## PROBLEM REQUIREMENTS
What you return must be every line from the beginning of the data through the line holding "Quick job: Read", unchanged.
[PROVIDED RECORDS — start]
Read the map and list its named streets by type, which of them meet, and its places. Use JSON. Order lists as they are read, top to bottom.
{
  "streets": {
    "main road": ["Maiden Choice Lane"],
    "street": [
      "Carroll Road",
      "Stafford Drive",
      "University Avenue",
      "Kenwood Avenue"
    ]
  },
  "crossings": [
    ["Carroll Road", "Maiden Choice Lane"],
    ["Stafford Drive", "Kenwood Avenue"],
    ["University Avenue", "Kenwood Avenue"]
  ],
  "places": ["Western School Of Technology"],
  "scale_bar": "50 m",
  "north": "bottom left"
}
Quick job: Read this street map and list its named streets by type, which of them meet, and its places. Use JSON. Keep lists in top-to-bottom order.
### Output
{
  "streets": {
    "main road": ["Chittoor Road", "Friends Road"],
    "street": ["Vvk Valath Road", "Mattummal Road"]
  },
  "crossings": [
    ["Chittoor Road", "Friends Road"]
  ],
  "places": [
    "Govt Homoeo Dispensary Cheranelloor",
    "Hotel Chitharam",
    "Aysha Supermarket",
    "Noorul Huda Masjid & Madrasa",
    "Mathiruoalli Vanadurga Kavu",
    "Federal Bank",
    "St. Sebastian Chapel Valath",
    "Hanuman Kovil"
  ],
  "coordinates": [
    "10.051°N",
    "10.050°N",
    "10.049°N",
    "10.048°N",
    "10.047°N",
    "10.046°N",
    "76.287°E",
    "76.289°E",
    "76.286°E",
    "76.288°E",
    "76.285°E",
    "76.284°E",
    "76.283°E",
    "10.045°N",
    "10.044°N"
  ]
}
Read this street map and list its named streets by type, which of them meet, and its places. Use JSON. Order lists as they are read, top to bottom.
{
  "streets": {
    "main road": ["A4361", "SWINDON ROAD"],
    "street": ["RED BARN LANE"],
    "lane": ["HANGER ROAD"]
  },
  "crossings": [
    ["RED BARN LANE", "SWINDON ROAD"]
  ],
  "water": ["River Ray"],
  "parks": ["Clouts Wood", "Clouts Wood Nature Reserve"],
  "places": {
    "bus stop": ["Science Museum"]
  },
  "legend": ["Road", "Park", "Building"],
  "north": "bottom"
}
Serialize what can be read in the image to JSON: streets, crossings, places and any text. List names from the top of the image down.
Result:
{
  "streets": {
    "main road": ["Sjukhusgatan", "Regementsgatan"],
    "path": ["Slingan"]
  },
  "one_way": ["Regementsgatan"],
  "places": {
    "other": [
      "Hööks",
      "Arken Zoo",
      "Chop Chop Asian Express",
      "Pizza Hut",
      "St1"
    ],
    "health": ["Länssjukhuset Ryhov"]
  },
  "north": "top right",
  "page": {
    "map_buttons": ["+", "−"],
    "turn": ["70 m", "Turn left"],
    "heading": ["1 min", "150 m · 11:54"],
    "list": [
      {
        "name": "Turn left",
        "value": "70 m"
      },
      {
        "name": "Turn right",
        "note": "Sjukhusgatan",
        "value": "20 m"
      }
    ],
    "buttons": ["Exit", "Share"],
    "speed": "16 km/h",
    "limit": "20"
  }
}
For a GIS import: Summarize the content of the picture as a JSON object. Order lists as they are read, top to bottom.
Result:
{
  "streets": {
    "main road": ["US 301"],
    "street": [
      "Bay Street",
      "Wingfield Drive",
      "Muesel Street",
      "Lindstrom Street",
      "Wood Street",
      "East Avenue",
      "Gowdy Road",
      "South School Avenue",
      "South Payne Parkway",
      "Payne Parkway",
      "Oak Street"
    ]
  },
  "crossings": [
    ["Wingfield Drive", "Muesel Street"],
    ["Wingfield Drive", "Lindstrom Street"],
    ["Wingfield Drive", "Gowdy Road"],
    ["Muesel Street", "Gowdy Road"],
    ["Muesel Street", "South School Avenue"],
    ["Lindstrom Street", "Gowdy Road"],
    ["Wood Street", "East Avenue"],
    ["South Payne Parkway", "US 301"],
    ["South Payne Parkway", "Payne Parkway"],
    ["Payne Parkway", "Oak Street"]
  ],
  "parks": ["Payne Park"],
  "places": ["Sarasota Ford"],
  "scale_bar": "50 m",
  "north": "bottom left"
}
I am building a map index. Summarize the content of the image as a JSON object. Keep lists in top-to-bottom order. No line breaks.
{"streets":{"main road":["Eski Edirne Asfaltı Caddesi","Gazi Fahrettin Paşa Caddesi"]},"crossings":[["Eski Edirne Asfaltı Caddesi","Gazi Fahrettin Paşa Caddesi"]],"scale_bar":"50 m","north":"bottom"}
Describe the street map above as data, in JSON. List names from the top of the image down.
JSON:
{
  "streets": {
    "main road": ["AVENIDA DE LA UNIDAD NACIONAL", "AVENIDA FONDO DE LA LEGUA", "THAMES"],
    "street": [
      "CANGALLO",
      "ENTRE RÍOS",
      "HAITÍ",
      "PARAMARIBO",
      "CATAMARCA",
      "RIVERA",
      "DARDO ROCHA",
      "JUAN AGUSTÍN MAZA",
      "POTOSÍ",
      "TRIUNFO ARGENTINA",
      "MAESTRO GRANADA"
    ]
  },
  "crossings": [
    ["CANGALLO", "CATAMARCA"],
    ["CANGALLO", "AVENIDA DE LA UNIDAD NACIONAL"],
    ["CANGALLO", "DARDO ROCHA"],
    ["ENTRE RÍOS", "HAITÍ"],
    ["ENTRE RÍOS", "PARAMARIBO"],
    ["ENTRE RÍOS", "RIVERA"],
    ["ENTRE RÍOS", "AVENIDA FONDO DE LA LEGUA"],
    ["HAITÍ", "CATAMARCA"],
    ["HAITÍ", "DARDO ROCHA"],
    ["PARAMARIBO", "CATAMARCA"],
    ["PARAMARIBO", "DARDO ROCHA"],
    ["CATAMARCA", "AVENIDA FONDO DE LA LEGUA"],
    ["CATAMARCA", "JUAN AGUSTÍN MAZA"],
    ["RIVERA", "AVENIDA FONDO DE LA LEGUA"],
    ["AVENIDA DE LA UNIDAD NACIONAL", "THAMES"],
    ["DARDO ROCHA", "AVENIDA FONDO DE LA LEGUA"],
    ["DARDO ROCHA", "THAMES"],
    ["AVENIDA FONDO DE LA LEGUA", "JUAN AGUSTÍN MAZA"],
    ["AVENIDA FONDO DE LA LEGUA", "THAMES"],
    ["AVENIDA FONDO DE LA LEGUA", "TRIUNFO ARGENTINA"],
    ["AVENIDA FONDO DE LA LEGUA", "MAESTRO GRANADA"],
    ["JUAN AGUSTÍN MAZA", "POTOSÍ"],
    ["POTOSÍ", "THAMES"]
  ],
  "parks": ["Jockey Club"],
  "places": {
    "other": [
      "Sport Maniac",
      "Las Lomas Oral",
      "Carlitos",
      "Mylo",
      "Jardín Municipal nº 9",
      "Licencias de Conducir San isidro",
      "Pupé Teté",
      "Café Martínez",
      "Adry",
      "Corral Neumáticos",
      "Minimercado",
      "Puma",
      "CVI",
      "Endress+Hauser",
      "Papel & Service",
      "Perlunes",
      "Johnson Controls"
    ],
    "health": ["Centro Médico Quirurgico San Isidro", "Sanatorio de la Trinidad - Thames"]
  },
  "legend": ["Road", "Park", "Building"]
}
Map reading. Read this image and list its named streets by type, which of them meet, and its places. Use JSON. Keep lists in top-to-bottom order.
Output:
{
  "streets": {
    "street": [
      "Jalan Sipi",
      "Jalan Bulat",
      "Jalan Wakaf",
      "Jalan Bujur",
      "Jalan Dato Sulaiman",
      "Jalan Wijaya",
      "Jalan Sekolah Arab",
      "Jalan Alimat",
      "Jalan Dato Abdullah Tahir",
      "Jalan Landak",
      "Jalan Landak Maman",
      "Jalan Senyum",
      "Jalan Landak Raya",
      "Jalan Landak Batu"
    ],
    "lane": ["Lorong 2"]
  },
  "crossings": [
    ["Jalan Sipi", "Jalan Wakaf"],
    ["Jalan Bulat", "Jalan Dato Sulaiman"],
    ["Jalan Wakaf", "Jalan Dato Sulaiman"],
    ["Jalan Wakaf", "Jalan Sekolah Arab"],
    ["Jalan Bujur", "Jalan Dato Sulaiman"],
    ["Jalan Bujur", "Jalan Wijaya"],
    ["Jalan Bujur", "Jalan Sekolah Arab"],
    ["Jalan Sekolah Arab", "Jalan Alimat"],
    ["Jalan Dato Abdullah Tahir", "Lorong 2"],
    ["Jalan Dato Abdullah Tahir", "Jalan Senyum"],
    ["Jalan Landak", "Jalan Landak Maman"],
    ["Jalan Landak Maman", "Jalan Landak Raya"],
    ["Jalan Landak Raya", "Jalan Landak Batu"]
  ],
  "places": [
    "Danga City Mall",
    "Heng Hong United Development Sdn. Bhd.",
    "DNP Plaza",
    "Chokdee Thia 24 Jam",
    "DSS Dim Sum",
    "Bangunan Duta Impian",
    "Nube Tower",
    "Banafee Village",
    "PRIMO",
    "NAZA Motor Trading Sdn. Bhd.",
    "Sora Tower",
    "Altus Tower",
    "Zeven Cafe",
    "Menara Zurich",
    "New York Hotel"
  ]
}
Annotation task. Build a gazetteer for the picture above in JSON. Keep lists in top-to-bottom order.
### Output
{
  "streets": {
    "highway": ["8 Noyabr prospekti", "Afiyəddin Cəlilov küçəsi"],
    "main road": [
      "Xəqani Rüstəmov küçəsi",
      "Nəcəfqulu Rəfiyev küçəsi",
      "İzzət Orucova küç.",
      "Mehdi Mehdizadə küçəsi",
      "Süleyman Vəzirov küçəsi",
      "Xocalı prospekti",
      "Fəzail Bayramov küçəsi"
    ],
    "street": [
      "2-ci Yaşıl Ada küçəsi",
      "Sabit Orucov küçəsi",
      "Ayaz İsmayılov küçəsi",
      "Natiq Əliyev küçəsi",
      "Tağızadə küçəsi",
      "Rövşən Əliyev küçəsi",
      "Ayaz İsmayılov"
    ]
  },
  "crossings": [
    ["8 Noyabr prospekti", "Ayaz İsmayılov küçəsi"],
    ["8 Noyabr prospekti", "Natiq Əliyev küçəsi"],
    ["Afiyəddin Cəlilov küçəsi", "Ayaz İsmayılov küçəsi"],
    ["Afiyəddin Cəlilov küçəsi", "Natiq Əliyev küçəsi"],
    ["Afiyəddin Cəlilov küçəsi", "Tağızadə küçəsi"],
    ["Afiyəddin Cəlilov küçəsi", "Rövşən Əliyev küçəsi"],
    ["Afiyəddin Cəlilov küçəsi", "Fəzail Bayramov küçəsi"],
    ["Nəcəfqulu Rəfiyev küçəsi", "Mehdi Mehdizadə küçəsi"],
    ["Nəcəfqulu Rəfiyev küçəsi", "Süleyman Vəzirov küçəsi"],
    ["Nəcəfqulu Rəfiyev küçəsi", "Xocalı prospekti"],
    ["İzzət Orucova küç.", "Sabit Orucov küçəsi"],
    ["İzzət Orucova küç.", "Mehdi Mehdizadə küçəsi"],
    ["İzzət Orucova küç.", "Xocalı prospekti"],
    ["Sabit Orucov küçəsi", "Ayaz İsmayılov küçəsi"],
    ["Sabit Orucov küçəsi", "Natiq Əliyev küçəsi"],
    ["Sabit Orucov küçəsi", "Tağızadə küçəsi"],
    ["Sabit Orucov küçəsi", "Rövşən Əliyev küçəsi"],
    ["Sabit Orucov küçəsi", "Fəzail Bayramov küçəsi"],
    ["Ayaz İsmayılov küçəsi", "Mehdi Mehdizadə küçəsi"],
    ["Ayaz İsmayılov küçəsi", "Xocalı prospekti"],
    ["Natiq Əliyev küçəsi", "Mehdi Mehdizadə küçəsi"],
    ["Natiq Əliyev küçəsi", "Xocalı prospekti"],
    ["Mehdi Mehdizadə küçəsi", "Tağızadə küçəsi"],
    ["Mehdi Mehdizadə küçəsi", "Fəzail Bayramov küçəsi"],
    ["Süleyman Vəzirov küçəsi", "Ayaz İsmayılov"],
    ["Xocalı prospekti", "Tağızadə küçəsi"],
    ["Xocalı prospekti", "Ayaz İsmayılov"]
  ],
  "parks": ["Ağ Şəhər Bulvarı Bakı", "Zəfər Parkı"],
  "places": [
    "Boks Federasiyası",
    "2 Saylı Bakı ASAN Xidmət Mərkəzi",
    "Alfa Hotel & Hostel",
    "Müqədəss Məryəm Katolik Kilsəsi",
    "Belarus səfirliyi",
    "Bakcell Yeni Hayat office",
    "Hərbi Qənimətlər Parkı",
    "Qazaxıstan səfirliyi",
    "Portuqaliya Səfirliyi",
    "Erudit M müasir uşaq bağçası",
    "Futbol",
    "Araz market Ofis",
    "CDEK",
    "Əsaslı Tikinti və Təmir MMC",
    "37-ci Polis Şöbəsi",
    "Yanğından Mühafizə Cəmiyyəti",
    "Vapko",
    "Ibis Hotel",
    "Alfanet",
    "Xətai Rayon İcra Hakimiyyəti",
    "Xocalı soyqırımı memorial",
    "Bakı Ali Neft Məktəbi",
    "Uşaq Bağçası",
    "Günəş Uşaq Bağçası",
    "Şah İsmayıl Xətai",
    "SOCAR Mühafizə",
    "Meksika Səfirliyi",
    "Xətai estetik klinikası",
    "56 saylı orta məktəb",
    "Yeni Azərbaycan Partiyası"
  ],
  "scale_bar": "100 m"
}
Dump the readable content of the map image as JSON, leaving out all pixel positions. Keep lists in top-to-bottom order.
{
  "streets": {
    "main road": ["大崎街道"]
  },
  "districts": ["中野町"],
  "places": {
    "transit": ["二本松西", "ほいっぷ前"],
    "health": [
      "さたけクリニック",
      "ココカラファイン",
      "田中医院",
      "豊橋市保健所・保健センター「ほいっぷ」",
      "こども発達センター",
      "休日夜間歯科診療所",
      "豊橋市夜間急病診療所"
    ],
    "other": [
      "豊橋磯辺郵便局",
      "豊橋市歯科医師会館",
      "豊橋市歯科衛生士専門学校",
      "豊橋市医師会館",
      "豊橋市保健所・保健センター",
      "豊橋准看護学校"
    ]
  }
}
[PROVIDED RECORDS — finish]
## WRITTEN REPLY
Read the map and list its named streets by type, which of them meet, and its places. Use JSON. Order lists as they are read, top to bottom.
{
  "streets": {
    "main road": ["Maiden Choice Lane"],
    "street": [
      "Carroll Road",
      "Stafford Drive",
      "University Avenue",
      "Kenwood Avenue"
    ]
  },
  "crossings": [
    ["Carroll Road", "Maiden Choice Lane"],
    ["Stafford Drive", "Kenwood Avenue"],
    ["University Avenue", "Kenwood Avenue"]
  ],
  "places": ["Western School Of Technology"],
  "scale_bar": "50 m",
  "north": "bottom left"
}
Quick job: Read this street map and list its named streets by type, which of them meet, and its places. Use JSON. Keep lists in top-to-bottom order.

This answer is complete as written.